And of course they can build them at $3300, when there is no concern for safety and structural integrity. 

At the end of the day, this is just my opinion. I checked out these skiffs when they first became "Skimmer Skiffs", and another buddy of mine had one when it was an IPB. Take it for what it's worth, I'm just stating why I personally would never step foot in one of these "boats". No offense to the new company that's building these boats, as I am sure they won't like my analysis of their skiffs, but when it comes to safety, it's definitely something that concerns me. If these new guys have truly fixed all the crap that went into these boats in the past, I ask them to prove it and post full thorough build photos of not one skiff, but multiple. Then, I will go back and access my opinion on the skiff. 

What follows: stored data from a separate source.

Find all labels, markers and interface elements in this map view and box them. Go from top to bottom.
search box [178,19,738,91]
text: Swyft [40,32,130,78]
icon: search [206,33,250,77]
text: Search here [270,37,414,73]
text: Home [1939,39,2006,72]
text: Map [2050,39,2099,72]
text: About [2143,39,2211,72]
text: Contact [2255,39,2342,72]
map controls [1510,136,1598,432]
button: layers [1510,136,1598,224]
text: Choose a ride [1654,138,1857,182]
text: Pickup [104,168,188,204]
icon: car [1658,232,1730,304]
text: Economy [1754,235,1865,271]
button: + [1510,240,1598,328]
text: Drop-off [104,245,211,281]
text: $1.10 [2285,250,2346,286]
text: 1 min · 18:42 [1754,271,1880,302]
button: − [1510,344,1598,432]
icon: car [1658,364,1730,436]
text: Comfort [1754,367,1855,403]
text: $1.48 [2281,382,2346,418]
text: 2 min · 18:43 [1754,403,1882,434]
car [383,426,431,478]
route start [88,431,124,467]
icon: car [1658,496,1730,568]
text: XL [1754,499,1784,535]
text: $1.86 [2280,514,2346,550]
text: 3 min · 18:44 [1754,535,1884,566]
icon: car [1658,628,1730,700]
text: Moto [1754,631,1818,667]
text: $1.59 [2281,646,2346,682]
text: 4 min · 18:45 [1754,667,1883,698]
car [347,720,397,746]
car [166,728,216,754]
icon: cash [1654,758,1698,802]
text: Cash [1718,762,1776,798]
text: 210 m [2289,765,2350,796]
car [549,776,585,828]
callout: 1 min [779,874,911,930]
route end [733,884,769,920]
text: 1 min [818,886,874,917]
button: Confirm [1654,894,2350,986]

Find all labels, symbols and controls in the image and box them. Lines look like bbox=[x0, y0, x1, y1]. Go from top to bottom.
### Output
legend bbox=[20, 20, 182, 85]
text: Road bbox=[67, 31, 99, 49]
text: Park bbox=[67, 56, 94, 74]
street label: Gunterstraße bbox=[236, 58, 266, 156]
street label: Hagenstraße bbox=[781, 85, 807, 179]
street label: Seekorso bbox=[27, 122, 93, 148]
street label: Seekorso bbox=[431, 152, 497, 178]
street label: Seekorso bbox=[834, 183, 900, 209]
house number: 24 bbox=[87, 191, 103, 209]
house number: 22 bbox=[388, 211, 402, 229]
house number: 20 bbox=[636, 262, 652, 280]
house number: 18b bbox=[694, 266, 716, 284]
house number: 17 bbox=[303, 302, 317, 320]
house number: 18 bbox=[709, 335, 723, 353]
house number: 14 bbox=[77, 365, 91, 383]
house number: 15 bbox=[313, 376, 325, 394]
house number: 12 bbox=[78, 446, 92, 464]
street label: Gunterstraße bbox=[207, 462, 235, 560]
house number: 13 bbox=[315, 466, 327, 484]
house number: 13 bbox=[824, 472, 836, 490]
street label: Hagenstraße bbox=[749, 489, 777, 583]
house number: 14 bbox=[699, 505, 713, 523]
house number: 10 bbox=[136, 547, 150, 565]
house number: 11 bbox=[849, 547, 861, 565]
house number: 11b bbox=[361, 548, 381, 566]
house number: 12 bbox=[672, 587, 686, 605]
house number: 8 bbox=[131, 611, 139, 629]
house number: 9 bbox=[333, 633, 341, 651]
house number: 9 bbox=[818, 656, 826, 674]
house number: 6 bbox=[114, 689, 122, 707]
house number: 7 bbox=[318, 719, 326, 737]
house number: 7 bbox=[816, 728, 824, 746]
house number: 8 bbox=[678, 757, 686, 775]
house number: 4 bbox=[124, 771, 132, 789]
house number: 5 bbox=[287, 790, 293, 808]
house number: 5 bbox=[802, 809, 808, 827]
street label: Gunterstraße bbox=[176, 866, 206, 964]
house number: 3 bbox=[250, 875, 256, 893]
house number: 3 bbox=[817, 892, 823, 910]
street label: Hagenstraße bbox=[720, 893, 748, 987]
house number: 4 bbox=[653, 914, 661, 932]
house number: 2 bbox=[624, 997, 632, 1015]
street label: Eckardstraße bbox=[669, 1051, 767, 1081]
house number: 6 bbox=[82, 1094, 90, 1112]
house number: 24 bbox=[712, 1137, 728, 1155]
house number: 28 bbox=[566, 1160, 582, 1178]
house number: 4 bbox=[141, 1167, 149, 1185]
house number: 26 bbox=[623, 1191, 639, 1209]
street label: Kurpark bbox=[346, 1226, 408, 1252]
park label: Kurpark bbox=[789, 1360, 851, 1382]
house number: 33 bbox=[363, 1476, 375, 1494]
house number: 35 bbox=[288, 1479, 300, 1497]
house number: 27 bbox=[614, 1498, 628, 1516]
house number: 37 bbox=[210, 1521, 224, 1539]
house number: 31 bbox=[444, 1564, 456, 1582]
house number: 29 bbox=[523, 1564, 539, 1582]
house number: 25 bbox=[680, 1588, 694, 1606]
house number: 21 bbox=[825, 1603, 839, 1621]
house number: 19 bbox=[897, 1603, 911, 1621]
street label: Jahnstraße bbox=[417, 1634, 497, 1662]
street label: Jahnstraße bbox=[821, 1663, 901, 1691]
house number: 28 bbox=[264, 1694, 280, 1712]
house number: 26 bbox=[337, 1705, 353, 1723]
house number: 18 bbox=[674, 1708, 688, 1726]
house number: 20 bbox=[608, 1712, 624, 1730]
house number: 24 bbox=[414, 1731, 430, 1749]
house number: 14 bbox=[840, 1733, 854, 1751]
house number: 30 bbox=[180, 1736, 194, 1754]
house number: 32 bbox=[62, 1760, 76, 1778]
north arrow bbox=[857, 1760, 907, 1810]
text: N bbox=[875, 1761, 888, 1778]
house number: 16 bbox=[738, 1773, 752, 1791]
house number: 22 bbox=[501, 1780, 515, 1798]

But until then, anyone interested in these skiffs, do yourself a favor and before you pull the trigger and buy one of these, head on over to SaltMarsh and Custom Gheenoe to base your own opinion on what a affordable skiff should look like. You'll see your money goes a long way when you buy a SaltMarsh, or a tricked out NMZ.


----------



## iMacattack (Dec 11, 2006)

Just saying...


----------



## GSSF (May 25, 2013)

To each his own.

I have one- I bought a "factory blem" boat from Brad Ball when it was IPB. One of the first ones that popped out of the mold with a couple cosmetic imperfections. I added some flotation and other things, and at the end of the day, it is a great skiff. But I got it cheap.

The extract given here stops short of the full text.